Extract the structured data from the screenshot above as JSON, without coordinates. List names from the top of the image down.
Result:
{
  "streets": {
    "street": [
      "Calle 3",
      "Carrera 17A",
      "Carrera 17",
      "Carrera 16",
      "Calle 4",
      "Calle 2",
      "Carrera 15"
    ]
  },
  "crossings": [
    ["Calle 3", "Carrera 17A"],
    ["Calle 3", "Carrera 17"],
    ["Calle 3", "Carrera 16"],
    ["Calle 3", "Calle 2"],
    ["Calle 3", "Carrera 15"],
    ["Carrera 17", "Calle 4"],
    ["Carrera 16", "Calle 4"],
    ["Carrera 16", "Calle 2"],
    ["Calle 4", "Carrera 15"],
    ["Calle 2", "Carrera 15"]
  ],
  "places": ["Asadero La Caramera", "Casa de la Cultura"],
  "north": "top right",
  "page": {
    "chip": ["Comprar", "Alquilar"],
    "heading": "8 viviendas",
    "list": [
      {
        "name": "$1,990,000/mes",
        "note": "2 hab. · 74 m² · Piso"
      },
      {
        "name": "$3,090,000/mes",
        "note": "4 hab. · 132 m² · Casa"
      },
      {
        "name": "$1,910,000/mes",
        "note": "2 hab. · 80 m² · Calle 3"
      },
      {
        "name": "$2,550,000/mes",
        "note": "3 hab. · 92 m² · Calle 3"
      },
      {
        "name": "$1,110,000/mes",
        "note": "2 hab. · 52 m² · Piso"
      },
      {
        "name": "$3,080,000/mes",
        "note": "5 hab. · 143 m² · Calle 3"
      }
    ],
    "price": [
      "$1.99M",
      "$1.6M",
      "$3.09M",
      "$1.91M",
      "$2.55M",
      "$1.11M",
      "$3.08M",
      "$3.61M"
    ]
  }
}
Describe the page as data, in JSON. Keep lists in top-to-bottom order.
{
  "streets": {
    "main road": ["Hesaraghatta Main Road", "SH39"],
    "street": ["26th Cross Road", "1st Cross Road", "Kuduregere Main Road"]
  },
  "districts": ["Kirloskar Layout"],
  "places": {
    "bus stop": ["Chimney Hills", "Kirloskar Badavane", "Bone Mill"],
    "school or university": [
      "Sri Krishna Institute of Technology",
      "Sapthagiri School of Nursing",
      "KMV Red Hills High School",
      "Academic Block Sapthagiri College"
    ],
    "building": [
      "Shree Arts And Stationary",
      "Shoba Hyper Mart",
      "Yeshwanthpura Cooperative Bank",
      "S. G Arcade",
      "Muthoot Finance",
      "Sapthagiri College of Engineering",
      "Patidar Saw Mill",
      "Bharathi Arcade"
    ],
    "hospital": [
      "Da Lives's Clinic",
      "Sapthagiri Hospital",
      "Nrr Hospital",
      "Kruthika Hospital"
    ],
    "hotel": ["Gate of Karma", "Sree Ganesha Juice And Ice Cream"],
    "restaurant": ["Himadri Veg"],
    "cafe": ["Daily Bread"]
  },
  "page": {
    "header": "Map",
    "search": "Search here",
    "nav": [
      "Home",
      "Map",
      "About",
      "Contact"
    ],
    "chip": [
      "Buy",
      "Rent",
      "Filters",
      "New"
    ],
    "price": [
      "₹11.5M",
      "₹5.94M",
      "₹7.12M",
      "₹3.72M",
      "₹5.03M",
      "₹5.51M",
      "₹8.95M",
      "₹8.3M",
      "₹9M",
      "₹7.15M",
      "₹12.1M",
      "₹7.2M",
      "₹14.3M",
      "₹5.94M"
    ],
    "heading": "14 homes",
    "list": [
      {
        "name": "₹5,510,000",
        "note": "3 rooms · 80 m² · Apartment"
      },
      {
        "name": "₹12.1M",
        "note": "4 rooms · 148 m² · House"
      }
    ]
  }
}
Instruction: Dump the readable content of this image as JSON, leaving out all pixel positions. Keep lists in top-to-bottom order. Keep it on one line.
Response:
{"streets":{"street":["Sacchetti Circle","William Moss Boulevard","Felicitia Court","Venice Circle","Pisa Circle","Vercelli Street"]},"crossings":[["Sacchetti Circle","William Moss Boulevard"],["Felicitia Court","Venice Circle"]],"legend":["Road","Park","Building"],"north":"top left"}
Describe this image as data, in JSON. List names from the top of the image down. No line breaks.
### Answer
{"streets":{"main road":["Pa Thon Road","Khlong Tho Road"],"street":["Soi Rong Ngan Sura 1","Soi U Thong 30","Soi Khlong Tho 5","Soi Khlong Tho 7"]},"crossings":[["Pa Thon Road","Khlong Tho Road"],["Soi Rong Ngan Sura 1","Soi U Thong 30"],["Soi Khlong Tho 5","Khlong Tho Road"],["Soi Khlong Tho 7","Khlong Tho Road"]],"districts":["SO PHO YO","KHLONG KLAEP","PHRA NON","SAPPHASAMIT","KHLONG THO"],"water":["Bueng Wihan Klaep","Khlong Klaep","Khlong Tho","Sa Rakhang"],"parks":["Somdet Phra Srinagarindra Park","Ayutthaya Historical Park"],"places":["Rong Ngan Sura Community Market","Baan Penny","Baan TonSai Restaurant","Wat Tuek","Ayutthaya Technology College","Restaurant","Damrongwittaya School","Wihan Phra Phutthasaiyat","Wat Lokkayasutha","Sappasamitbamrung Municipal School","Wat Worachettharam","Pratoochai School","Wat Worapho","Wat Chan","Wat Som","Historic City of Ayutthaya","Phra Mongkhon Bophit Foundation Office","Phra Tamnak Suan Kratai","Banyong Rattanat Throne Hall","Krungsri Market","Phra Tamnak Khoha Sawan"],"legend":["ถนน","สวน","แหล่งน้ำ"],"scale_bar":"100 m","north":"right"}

# # # #

> [About this exercise]: Write out every entry word for word.

> [Your solution]:
Extract the structured data from the screenshot above as JSON, without coordinates. List names from the top of the image down.
Result:
{
  "streets": {
    "street": [
      "Calle 3",
      "Carrera 17A",
      "Carrera 17",
      "Carrera 16",
      "Calle 4",
      "Calle 2",
      "Carrera 15"
    ]
  },
  "crossings": [
    ["Calle 3", "Carrera 17A"],
    ["Calle 3", "Carrera 17"],
    ["Calle 3", "Carrera 16"],
    ["Calle 3", "Calle 2"],
    ["Calle 3", "Carrera 15"],
    ["Carrera 17", "Calle 4"],
    ["Carrera 16", "Calle 4"],
    ["Carrera 16", "Calle 2"],
    ["Calle 4", "Carrera 15"],
    ["Calle 2", "Carrera 15"]
  ],
  "places": ["Asadero La Caramera", "Casa de la Cultura"],
  "north": "top right",
  "page": {
    "chip": ["Comprar", "Alquilar"],
    "heading": "8 viviendas",
    "list": [
      {
        "name": "$1,990,000/mes",
        "note": "2 hab. · 74 m² · Piso"
      },
      {
        "name": "$3,090,000/mes",
        "note": "4 hab. · 132 m² · Casa"
      },
      {
        "name": "$1,910,000/mes",
        "note": "2 hab. · 80 m² · Calle 3"
      },
      {
        "name": "$2,550,000/mes",
        "note": "3 hab. · 92 m² · Calle 3"
      },
      {
        "name": "$1,110,000/mes",
        "note": "2 hab. · 52 m² · Piso"
      },
      {
        "name": "$3,080,000/mes",
        "note": "5 hab. · 143 m² · Calle 3"
      }
    ],
    "price": [
      "$1.99M",
      "$1.6M",
      "$3.09M",
      "$1.91M",
      "$2.55M",
      "$1.11M",
      "$3.08M",
      "$3.61M"
    ]
  }
}
Describe the page as data, in JSON. Keep lists in top-to-bottom order.
{
  "streets": {
    "main road": ["Hesaraghatta Main Road", "SH39"],
    "street": ["26th Cross Road", "1st Cross Road", "Kuduregere Main Road"]
  },
  "districts": ["Kirloskar Layout"],
  "places": {
    "bus stop": ["Chimney Hills", "Kirloskar Badavane", "Bone Mill"],
    "school or university": [
      "Sri Krishna Institute of Technology",
      "Sapthagiri School of Nursing",
      "KMV Red Hills High School",
      "Academic Block Sapthagiri College"
    ],
    "building": [
      "Shree Arts And Stationary",
      "Shoba Hyper Mart",
      "Yeshwanthpura Cooperative Bank",
      "S. G Arcade",
      "Muthoot Finance",
      "Sapthagiri College of Engineering",
      "Patidar Saw Mill",
      "Bharathi Arcade"
    ],
    "hospital": [
      "Da Lives's Clinic",
      "Sapthagiri Hospital",
      "Nrr Hospital",
      "Kruthika Hospital"
    ],
    "hotel": ["Gate of Karma", "Sree Ganesha Juice And Ice Cream"],
    "restaurant": ["Himadri Veg"],
    "cafe": ["Daily Bread"]
  },
  "page": {
    "header": "Map",
    "search": "Search here",
    "nav": [
      "Home",
      "Map",
      "About",
      "Contact"
    ],
    "chip": [
      "Buy",
      "Rent",
      "Filters",
      "New"
    ],
    "price": [
      "₹11.5M",
      "₹5.94M",
      "₹7.12M",
      "₹3.72M",
      "₹5.03M",
      "₹5.51M",
      "₹8.95M",
      "₹8.3M",
      "₹9M",
      "₹7.15M",
      "₹12.1M",
      "₹7.2M",
      "₹14.3M",
      "₹5.94M"
    ],
    "heading": "14 homes",
    "list": [
      {
        "name": "₹5,510,000",
        "note": "3 rooms · 80 m² · Apartment"
      },
      {
        "name": "₹12.1M",
        "note": "4 rooms · 148 m² · House"
      }
    ]
  }
}
Instruction: Dump the readable content of this image as JSON, leaving out all pixel positions. Keep lists in top-to-bottom order. Keep it on one line.
Response:
{"streets":{"street":["Sacchetti Circle","William Moss Boulevard","Felicitia Court","Venice Circle","Pisa Circle","Vercelli Street"]},"crossings":[["Sacchetti Circle","William Moss Boulevard"],["Felicitia Court","Venice Circle"]],"legend":["Road","Park","Building"],"north":"top left"}
Describe this image as data, in JSON. List names from the top of the image down. No line breaks.
### Answer
{"streets":{"main road":["Pa Thon Road","Khlong Tho Road"],"street":["Soi Rong Ngan Sura 1","Soi U Thong 30","Soi Khlong Tho 5","Soi Khlong Tho 7"]},"crossings":[["Pa Thon Road","Khlong Tho Road"],["Soi Rong Ngan Sura 1","Soi U Thong 30"],["Soi Khlong Tho 5","Khlong Tho Road"],["Soi Khlong Tho 7","Khlong Tho Road"]],"districts":["SO PHO YO","KHLONG KLAEP","PHRA NON","SAPPHASAMIT","KHLONG THO"],"water":["Bueng Wihan Klaep","Khlong Klaep","Khlong Tho","Sa Rakhang"],"parks":["Somdet Phra Srinagarindra Park","Ayutthaya Historical Park"],"places":["Rong Ngan Sura Community Market","Baan Penny","Baan TonSai Restaurant","Wat Tuek","Ayutthaya Technology College","Restaurant","Damrongwittaya School","Wihan Phra Phutthasaiyat","Wat Lokkayasutha","Sappasamitbamrung Municipal School","Wat Worachettharam","Pratoochai School","Wat Worapho","Wat Chan","Wat Som","Historic City of Ayutthaya","Phra Mongkhon Bophit Foundation Office","Phra Tamnak Suan Kratai","Banyong Rattanat Throne Hall","Krungsri Market","Phra Tamnak Khoha Sawan"],"legend":["ถนน","สวน","แหล่งน้ำ"],"scale_bar":"100 m","north":"right"}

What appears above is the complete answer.